Sometimes, his mind starts fighting with itself, for no apparent reason. ‘But,’ ‘because,’ ‘why,’ ‘you know.’ His mind splits itself, creating two or more sides that argue with each other. Often, he loses himself in this never-ending stream of thoughts. Like a bottomless black hole, these thoughts consume themselves. What’s behind them?
He tries to find himself in this cluttered pool of memories, language, and plans.
Often, he creates a mental “I.” This “I” accepts, rejects, or discusses other thoughts created by his mind. He does not trust this “I” much.
It seems so… small.
Like a child.
He still stares at the street, still does not know. Facebook, emails, Facebook.
Now, his mind is silent.
Do you ever find yourself lost inside a supermassive bottomless black hole of thoughts? Do you ever get swamped by waves of repetitive, dark thoughts?

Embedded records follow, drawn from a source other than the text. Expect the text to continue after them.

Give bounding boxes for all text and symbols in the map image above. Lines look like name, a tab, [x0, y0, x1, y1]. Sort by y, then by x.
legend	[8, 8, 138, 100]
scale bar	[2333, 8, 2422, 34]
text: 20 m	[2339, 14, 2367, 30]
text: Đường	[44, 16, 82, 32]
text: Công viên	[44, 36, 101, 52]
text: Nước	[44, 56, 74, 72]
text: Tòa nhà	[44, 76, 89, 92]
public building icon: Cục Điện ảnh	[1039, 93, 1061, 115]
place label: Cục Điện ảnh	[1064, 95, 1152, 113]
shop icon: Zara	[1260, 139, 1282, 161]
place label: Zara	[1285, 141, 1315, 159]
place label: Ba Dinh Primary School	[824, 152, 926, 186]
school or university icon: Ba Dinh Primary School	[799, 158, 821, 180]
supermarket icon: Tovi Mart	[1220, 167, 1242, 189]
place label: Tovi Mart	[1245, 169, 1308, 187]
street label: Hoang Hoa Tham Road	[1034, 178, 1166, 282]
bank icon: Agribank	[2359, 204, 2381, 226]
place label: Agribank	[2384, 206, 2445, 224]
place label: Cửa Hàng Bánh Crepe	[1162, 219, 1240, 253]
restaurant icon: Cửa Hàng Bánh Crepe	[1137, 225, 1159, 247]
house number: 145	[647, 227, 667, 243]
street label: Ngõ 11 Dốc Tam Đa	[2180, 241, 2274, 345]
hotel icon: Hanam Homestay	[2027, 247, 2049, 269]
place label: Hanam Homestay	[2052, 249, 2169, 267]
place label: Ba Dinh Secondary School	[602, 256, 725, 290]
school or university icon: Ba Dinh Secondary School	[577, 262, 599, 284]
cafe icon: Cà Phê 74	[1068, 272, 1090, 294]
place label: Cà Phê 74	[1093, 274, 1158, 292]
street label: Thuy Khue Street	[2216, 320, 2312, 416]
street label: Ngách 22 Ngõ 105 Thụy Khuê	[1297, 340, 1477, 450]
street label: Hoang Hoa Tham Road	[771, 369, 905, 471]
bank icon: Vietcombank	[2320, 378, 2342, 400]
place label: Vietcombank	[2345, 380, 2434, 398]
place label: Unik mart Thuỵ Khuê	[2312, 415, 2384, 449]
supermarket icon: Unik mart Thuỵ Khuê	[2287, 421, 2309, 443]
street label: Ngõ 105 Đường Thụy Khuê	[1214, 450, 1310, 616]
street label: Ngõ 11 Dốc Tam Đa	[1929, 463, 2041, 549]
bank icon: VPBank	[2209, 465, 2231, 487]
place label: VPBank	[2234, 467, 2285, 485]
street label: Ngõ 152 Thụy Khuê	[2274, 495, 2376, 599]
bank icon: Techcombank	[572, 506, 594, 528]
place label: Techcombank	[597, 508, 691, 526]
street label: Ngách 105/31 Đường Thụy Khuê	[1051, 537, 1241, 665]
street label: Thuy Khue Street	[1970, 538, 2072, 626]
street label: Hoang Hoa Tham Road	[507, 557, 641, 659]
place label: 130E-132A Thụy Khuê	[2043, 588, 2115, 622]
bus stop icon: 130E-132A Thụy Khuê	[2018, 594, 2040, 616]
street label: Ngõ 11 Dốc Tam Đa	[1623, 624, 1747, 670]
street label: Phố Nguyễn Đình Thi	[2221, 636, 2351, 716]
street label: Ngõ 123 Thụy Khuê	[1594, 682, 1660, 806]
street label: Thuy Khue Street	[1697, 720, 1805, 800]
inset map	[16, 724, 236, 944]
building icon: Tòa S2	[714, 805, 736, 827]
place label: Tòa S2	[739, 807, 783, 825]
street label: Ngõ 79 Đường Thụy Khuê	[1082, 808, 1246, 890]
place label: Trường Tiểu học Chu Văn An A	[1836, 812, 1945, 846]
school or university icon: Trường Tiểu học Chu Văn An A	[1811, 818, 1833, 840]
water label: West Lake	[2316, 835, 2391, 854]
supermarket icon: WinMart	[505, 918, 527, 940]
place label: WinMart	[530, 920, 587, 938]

No worries. Just sit with it. Observe it carefully. Like a cat in front of a mouse hole, watch your mind from the outside. You’ll see there is nothing behind it. Nothing too serious.
It’s just memories and thoughts, created in this present moment.
You power as a human being resides in your ability to notice what is going on inside your mind, without being identified with the content.
No matter what you think, it does not matter much. Just a stream of thoughts.
Your self-image does not matter. Your reason does not matter. You are the noticer behind these thoughts, the awareness in this very moment.
Like a commentator, you are not part of this game. You can identify with the game, if you want. But it’s never who you are. You are always the observer.
So, don’t jump on your thoughts like a train hopper and have them carry you away. Rather, report them to someone you trust.